Berges du Rhône, Lyon 2, entrée principale

Selon Yannick Chevalier, Vice-Président en charge de l’égalité et de la vie citoyenne, « il y a un déficit interne de la représentation institutionnelle. Les étudiants élus ne siègent pas beaucoup, les syndicats étudiants n’ont pas confiance en la figure d’autorité de l’université… Ce qui favorise un dialogue cafouilleux ». Il prend pour exemple la manifestation d’étudiants et de la JC contre la présidence, concernant 20 dossiers sur 1 500 qui furent refusés à Lyon 2 : « Il faudrait parler calmement au lieu d’être agressif, et de cette mise en scène spectaculaire devant les bureaux ».

La méfiance est à double tranchant, la présidence se méfierai autant des étudiants, que les étudiants de la présidence. « Il n’y a pas de discussion, pas de compassion, donc pas de forme. Du coup on a cessé de les contacter » explique Yves.
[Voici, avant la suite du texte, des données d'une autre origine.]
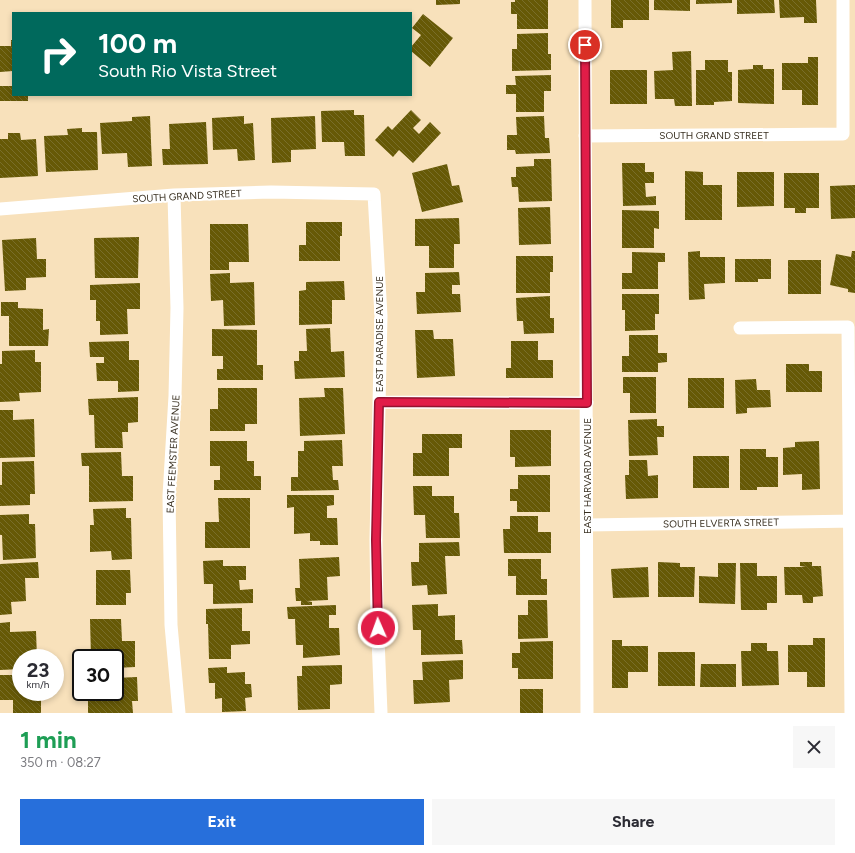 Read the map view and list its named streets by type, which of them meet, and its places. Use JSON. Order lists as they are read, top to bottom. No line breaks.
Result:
{"streets":{"street":["SOUTH GRAND STREET","EAST PARADISE AVENUE","EAST FEEMSTER AVENUE","EAST HARVARD AVENUE","SOUTH ELVERTA STREET"]},"crossings":[["SOUTH GRAND STREET","EAST PARADISE AVENUE"],["SOUTH GRAND STREET","EAST FEEMSTER AVENUE"],["SOUTH GRAND STREET","EAST HARVARD AVENUE"],["EAST HARVARD AVENUE","SOUTH ELVERTA STREET"]],"page":{"turn":["100 m","South Rio Vista Street"],"speed":"23 km/h","limit":"30","heading":["1 min","350 m · 08:27"],"buttons":["Exit","Share"]}} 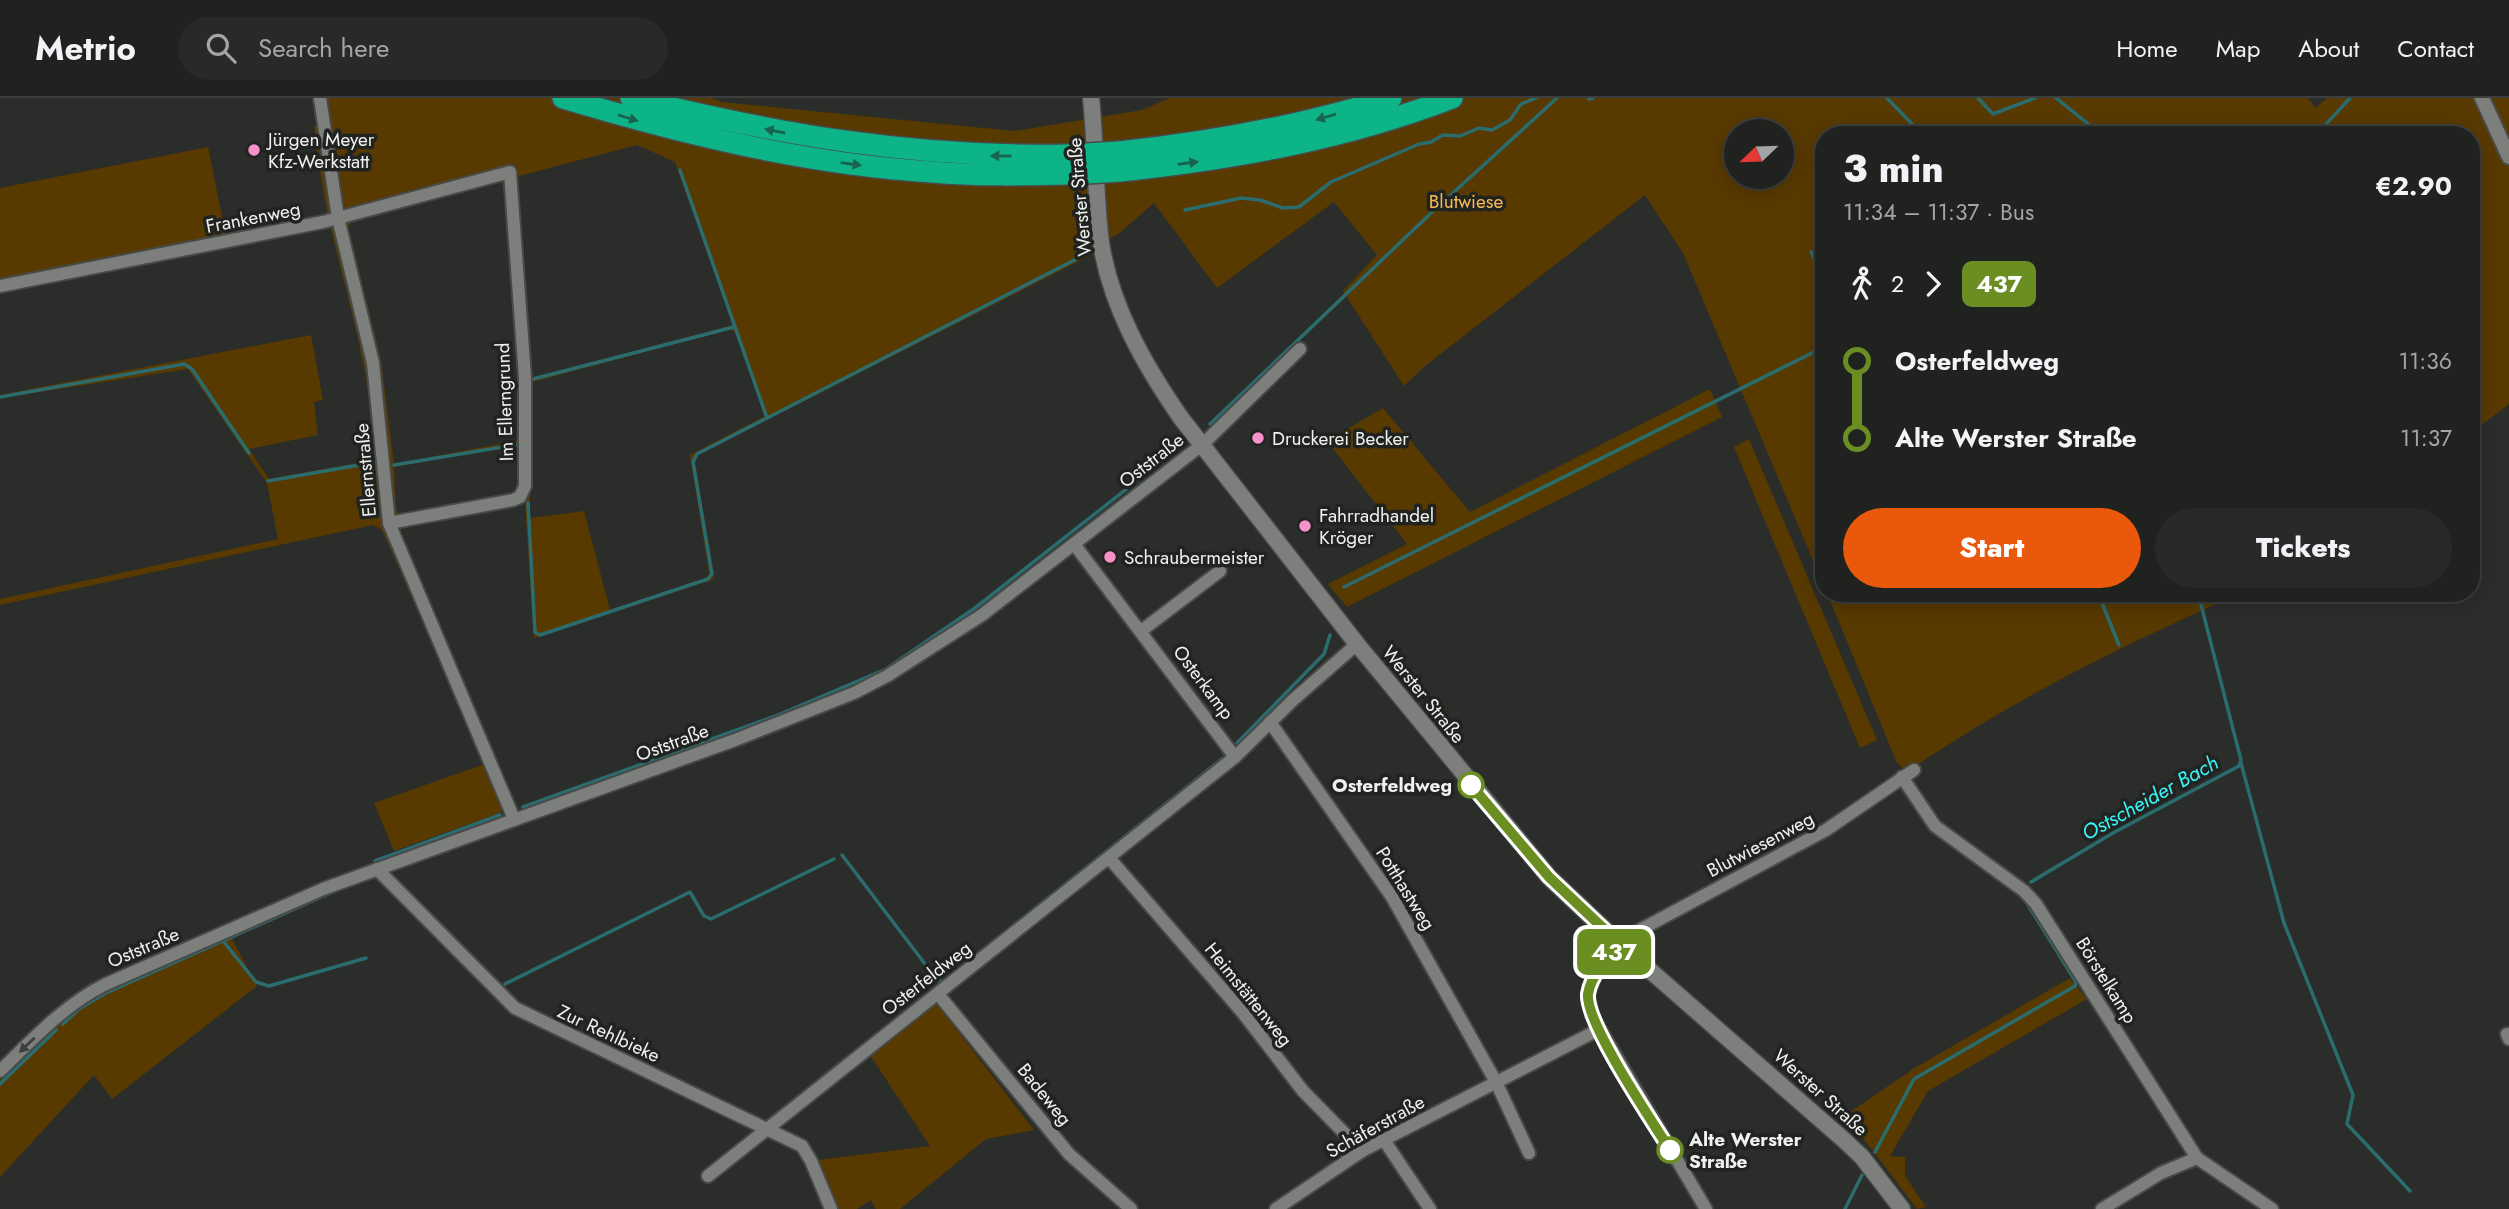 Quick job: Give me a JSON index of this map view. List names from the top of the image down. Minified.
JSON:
{"streets":{"main road":["Werster Straße"],"street":["Frankenweg","Im Ellerngrund","Oststraße","Ellernstraße","Osterkamp","Blutwiesenweg","Potthastweg","Osterfeldweg","Börstelkamp","Heimstättenweg","Zur Rehlbieke","Badeweg","Schäferstraße"]},"crossings":[["Werster Straße","Oststraße"],["Werster Straße","Blutwiesenweg"],["Werster Straße","Osterfeldweg"],["Frankenweg","Im Ellerngrund"],["Frankenweg","Ellernstraße"],["Im Ellerngrund","Ellernstraße"],["Oststraße","Ellernstraße"],["Oststraße","Osterkamp"],["Oststraße","Zur Rehlbieke"],["Osterkamp","Osterfeldweg"],["Blutwiesenweg","Börstelkamp"],["Potthastweg","Osterfeldweg"],["Potthastweg","Schäferstraße"],["Osterfeldweg","Heimstättenweg"],["Osterfeldweg","Zur Rehlbieke"],["Osterfeldweg","Badeweg"],["Heimstättenweg","Schäferstraße"]],"water":["Ostscheider Bach"],"parks":["Blutwiese"],"places":["Jürgen Meyer Kfz-Werkstatt","Druckerei Becker","Fahrradhandel Kröger","Schraubermeister","Osterfeldweg","Alte Werster Straße"],"lines":["bus line 437"],"north":"bottom left","page":{"header":"Metrio","search":"Search here","nav":["Home","Map","About","Contact"],"on_map":"437","heading":["3 min","11:34 – 11:37 · Bus","€2.90"],"legs":["2","437"],"list":[{"name":"Osterfeldweg","value":"11:36"},{"name":"Alte Werster Straße","value":"11:37"}],"buttons":["Start","Tickets"]}}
Ce qui ne l’empêche pas de conclure sur une note positive : « Il nous faut du dialogue, de l’antagonisme, il faut prendre conscience de l’espace commun »

 

Créer un espace de discussion dans une crise de représentativité

« L’action principale était juste de bloquer un amphi… c’est dommage ! Il faudrait déterminer un espace de dialogue et de rencontre entre les partis pour ceux qui veulent se concerter. » – Martin, Master en droit

Quand on aborde le sujet d’un espace de dialogue commun, les idées fusent. « On peut agir sur les réseaux sociaux, mais ça ne touchera que les intéressés… » propose un étudiant. Quoi d’autre ? « On pourrait déjà commencer par manifester dans la rue plutôt que dans les Facultés pour ne pas interférer avec les cours », continue son amie. Pas bête… Un Professeur de Lyon 2 rajoute : « Le blocus n’a pas fait bouger l’État. C’était très dur pour le corps enseignant, très stressant, surtout pendant la période d’examen. Du coup, on réfléchissait à une action extérieure, aller expliquer dehors ce qu’il se passe, créer des facultés ouvertes à l’échange ». Plus tard, une étudiante conclue au milieu de son groupe d’amies « On peut faire des réunions mensuelles ouvertes avec tous les partis : étudiants, enseignants, présidents et vice-présidents ». En voilà des idées qui pourront rassembler le corps universitaire autour d’une valeur : le dialogue.